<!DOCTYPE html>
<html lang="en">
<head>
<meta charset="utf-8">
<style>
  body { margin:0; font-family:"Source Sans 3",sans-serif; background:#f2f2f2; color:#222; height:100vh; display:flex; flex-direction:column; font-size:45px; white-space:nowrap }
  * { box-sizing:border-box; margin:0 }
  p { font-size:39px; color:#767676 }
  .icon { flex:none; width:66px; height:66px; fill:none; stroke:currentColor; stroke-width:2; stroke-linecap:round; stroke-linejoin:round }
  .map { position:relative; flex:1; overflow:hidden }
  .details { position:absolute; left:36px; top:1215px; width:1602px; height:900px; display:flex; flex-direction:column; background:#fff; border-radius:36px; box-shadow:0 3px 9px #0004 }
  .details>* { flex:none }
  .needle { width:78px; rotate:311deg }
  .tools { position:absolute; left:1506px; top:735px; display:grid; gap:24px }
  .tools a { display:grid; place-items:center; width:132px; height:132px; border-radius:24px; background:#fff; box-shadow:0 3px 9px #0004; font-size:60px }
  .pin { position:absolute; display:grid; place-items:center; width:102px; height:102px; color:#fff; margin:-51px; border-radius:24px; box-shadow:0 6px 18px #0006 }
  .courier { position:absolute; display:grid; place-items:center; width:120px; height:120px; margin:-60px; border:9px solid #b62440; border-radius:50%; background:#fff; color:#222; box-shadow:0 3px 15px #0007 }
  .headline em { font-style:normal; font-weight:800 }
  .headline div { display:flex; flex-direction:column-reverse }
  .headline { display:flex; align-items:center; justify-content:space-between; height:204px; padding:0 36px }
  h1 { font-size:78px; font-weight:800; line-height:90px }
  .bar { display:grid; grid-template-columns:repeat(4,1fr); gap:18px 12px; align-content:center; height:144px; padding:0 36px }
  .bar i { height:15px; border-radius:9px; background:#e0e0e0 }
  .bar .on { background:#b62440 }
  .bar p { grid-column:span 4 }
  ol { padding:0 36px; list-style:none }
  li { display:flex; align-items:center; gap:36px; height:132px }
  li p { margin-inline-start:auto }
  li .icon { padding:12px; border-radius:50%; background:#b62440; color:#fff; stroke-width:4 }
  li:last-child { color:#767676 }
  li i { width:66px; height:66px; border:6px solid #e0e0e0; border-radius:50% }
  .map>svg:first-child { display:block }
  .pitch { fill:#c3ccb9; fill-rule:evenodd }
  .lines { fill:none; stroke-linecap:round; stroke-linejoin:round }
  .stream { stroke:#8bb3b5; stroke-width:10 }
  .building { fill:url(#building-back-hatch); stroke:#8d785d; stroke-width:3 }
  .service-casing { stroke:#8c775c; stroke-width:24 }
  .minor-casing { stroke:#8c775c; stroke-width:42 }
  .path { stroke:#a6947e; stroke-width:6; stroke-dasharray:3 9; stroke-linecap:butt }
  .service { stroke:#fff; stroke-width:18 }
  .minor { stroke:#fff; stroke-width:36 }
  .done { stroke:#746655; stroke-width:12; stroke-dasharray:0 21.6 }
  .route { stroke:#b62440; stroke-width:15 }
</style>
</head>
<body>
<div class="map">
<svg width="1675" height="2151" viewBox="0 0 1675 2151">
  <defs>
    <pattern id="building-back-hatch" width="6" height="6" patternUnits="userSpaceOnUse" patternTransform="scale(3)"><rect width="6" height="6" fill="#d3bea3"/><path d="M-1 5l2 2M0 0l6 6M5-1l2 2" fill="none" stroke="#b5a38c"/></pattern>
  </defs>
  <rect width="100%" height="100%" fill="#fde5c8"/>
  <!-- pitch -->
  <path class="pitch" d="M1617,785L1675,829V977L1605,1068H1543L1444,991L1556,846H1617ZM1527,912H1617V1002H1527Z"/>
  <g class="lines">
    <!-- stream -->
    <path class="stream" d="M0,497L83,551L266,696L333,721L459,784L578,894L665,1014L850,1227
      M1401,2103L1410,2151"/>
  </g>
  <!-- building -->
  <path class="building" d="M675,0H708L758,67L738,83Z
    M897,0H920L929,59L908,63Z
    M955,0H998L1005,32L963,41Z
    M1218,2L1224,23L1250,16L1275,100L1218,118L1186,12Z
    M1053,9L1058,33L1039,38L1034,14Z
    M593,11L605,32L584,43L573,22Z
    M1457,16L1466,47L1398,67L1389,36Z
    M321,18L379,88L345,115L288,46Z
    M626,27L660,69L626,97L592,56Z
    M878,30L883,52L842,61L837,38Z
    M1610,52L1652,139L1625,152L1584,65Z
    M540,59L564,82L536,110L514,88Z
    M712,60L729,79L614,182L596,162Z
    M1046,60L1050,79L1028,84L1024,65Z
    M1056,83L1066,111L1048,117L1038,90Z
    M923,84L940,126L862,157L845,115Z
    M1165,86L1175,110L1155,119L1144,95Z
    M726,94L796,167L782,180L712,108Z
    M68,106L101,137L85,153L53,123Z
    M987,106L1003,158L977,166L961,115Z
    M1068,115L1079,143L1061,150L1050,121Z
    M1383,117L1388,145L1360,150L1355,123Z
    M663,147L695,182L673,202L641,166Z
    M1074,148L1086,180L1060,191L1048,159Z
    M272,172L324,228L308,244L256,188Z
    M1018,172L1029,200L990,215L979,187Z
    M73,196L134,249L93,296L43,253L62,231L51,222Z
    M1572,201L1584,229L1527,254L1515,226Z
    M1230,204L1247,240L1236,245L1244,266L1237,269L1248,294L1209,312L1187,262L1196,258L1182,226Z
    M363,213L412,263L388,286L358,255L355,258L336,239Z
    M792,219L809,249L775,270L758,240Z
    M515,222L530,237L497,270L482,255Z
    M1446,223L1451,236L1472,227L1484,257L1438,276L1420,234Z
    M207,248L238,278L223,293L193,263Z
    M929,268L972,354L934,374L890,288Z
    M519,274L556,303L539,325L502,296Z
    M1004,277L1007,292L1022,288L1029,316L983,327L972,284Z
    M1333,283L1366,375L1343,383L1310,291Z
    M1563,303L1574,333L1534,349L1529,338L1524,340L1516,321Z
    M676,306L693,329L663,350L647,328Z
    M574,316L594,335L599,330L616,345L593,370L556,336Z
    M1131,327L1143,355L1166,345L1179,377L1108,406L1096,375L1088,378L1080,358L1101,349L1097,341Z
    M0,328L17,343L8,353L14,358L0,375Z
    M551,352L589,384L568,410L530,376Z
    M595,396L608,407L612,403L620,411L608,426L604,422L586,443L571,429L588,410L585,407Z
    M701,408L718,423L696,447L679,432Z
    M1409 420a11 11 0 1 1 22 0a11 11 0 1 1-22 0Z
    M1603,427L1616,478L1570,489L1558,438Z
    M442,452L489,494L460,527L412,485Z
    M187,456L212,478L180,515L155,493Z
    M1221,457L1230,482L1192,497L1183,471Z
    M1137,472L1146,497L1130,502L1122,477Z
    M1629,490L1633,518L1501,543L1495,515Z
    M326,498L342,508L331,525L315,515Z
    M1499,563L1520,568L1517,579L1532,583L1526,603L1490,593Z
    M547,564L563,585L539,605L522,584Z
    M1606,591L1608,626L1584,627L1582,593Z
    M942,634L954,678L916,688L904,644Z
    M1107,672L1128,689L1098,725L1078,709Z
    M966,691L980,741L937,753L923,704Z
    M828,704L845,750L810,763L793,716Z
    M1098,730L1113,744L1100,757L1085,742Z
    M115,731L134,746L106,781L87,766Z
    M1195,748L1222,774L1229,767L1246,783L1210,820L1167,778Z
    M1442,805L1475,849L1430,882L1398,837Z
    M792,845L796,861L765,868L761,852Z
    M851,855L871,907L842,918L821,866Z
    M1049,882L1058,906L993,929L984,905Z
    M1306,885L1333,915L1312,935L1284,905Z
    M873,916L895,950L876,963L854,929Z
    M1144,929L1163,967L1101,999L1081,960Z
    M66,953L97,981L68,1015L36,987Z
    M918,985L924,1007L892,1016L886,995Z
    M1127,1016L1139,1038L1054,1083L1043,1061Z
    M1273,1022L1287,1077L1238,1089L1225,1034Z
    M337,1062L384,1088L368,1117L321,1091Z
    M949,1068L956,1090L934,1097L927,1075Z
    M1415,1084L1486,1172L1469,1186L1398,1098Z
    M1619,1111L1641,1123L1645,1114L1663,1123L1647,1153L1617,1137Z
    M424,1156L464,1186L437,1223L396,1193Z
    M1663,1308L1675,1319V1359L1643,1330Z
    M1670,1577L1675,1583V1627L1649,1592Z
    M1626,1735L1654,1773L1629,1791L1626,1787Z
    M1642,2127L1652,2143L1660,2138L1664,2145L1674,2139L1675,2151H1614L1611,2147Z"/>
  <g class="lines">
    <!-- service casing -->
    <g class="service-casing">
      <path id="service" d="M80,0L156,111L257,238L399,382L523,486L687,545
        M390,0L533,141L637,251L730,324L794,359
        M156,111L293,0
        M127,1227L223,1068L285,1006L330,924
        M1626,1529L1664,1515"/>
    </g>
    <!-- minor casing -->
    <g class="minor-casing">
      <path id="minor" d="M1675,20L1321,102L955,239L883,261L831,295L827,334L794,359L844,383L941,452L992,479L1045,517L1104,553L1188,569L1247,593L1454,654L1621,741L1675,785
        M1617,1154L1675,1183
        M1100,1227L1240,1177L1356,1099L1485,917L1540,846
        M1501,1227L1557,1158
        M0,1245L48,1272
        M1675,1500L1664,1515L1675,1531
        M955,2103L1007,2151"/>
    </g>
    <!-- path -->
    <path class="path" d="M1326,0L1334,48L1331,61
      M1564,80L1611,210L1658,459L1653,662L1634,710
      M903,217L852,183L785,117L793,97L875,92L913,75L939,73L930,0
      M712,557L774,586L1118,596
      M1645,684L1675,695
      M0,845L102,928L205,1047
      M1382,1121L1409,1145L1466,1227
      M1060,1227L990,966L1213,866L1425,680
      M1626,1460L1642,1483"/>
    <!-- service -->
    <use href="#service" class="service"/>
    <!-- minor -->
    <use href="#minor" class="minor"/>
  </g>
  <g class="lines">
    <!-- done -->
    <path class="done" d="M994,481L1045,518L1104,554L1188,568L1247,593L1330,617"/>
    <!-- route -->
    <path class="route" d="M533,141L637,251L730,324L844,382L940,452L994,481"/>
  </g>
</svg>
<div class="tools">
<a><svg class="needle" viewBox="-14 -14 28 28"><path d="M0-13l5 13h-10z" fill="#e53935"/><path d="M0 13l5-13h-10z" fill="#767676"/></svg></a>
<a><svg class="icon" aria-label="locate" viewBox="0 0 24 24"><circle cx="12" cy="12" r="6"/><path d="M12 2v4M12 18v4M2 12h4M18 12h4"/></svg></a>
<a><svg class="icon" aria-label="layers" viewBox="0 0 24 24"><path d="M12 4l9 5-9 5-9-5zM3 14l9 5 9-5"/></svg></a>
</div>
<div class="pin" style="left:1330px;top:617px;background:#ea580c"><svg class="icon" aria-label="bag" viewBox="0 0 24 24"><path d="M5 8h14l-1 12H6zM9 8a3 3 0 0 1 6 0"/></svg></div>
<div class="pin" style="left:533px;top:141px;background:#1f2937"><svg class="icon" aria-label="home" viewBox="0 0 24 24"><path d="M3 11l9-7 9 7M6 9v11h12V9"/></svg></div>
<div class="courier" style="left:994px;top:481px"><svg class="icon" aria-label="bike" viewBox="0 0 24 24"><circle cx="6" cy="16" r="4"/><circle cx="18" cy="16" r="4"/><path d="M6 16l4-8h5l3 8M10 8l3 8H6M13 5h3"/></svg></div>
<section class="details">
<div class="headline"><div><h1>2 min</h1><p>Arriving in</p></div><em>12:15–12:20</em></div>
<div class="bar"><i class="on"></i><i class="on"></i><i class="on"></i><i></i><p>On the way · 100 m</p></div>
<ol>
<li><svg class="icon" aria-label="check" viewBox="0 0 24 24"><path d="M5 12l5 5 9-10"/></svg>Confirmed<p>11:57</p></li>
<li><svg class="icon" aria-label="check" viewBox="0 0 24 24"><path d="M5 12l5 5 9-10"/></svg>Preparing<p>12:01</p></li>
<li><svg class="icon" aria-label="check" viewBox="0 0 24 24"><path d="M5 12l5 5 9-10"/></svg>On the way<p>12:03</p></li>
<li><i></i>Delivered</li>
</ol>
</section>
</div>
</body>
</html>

*Work task*
Report every line of the records that contains the word "linecap".

*Exercise answer*
  .icon { flex:none; width:66px; height:66px; fill:none; stroke:currentColor; stroke-width:2; stroke-linecap:round; stroke-linejoin:round }
  .lines { fill:none; stroke-linecap:round; stroke-linejoin:round }
  .path { stroke:#a6947e; stroke-width:6; stroke-dasharray:3 9; stroke-linecap:butt }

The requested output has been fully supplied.